* Task *
The word "Elevation" may appear in some of the lines below. State how many lines contain it, and write only that number.

* Source data *
************

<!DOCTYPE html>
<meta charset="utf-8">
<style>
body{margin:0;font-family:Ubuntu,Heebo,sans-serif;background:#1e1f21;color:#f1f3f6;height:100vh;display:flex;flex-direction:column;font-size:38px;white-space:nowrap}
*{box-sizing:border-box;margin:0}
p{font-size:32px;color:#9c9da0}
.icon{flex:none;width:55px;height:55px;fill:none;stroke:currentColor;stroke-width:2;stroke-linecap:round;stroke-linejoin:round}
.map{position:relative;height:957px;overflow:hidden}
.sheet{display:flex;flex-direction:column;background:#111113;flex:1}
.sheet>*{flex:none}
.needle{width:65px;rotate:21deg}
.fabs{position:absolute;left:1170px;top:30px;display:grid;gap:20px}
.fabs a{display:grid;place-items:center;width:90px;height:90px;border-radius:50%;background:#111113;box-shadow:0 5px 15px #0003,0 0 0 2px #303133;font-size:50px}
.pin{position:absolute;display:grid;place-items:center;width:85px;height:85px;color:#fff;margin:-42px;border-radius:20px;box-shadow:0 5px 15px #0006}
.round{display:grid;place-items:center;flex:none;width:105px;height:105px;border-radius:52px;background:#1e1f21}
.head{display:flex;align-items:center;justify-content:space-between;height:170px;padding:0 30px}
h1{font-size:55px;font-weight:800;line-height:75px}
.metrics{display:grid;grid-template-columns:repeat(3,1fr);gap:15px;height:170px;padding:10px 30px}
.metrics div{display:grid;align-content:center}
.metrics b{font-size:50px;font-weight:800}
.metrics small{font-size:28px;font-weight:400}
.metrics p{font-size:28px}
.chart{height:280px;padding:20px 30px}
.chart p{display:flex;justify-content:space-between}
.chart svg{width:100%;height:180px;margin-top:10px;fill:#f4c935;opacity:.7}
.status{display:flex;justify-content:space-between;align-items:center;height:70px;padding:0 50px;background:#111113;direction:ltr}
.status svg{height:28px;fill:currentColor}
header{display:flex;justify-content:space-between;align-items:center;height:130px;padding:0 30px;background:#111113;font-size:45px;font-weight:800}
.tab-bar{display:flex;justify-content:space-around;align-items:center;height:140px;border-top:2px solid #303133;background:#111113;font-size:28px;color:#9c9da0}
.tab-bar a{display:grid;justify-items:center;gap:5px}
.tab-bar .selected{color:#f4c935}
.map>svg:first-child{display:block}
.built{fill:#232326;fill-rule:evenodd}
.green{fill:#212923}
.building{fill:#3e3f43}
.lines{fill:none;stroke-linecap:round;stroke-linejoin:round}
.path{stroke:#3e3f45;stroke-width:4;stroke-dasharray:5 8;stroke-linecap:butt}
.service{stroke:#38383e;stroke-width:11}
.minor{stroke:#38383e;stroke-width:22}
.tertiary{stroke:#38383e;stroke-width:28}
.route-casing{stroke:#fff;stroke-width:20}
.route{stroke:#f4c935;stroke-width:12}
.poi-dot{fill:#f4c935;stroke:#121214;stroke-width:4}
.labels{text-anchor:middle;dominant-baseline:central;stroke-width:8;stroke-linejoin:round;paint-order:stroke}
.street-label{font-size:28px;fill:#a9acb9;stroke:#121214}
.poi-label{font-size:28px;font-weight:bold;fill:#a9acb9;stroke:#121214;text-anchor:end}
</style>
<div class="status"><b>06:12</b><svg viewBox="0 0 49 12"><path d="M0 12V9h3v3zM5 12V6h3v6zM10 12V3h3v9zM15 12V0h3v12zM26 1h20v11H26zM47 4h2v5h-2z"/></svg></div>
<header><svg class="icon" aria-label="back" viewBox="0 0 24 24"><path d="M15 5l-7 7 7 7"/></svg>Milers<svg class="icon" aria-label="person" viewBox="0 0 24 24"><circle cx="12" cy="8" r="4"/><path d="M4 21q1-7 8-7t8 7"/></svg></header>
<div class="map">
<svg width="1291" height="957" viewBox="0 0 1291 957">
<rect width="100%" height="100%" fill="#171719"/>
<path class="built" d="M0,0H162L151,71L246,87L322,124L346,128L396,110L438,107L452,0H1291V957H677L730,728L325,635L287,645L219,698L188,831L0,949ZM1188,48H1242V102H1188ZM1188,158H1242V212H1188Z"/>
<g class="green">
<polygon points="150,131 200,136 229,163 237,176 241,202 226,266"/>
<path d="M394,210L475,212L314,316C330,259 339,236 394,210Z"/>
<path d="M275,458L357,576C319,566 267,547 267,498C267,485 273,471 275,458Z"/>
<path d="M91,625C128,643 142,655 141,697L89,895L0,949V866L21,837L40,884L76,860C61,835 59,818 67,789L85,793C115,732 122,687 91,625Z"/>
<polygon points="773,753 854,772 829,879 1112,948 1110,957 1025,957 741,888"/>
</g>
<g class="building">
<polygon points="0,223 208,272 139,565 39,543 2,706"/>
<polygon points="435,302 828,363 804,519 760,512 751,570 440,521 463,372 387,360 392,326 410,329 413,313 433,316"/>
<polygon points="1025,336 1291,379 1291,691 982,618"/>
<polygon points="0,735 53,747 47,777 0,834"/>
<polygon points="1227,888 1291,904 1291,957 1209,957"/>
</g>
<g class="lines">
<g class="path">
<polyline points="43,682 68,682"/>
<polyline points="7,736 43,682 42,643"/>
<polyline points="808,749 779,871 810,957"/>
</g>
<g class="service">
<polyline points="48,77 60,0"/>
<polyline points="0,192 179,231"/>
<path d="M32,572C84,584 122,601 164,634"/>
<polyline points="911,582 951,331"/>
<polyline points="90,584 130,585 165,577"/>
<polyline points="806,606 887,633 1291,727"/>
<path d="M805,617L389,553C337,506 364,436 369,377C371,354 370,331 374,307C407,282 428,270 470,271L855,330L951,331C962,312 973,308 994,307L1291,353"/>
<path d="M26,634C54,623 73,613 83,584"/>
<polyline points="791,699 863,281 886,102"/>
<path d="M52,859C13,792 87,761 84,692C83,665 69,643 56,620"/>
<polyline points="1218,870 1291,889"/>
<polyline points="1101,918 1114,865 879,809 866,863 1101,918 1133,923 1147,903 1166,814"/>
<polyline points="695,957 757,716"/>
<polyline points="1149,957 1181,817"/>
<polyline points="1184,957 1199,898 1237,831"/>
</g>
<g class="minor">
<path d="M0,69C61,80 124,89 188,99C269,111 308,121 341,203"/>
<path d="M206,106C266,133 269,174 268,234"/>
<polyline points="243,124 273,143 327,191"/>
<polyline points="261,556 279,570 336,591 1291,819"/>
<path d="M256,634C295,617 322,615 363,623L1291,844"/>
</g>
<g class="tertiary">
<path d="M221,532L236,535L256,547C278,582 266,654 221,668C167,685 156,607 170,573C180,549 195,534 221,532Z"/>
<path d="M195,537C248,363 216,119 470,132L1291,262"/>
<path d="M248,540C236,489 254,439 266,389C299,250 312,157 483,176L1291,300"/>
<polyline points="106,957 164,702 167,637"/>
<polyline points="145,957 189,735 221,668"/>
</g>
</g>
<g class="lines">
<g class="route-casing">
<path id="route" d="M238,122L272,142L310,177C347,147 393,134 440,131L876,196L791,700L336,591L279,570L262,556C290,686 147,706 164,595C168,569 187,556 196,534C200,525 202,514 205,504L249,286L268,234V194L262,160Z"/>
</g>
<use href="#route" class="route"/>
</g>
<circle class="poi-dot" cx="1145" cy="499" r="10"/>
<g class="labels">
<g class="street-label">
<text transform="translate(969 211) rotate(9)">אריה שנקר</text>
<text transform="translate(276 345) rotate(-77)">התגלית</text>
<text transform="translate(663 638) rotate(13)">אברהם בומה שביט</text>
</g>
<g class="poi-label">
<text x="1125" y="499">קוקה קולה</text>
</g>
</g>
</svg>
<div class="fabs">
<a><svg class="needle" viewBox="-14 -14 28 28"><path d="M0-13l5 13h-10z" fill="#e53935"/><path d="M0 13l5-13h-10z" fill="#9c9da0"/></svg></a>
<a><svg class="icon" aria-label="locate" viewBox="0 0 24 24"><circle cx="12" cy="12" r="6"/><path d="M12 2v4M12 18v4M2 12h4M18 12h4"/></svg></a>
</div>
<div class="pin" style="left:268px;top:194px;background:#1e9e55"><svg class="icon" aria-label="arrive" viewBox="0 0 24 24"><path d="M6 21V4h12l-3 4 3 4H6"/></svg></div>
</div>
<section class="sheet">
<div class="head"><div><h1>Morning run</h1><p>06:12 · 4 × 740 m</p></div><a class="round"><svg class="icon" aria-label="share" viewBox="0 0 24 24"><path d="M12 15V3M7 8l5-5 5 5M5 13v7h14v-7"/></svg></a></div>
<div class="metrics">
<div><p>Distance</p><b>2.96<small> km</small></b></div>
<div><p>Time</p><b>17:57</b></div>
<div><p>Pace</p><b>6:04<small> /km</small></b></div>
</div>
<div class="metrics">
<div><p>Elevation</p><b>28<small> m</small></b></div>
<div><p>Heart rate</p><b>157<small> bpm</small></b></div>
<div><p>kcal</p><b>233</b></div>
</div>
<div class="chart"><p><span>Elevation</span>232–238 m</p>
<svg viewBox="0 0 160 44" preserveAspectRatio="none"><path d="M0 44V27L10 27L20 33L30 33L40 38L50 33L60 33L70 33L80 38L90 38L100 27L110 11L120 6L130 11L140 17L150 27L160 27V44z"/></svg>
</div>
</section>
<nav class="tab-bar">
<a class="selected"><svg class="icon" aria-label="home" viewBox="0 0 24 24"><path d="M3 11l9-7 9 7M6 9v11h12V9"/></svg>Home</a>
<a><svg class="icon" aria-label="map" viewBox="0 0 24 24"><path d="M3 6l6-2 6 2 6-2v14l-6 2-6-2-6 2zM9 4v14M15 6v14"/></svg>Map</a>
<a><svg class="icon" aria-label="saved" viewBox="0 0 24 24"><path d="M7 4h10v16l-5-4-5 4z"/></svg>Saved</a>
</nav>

************

* Output below *
2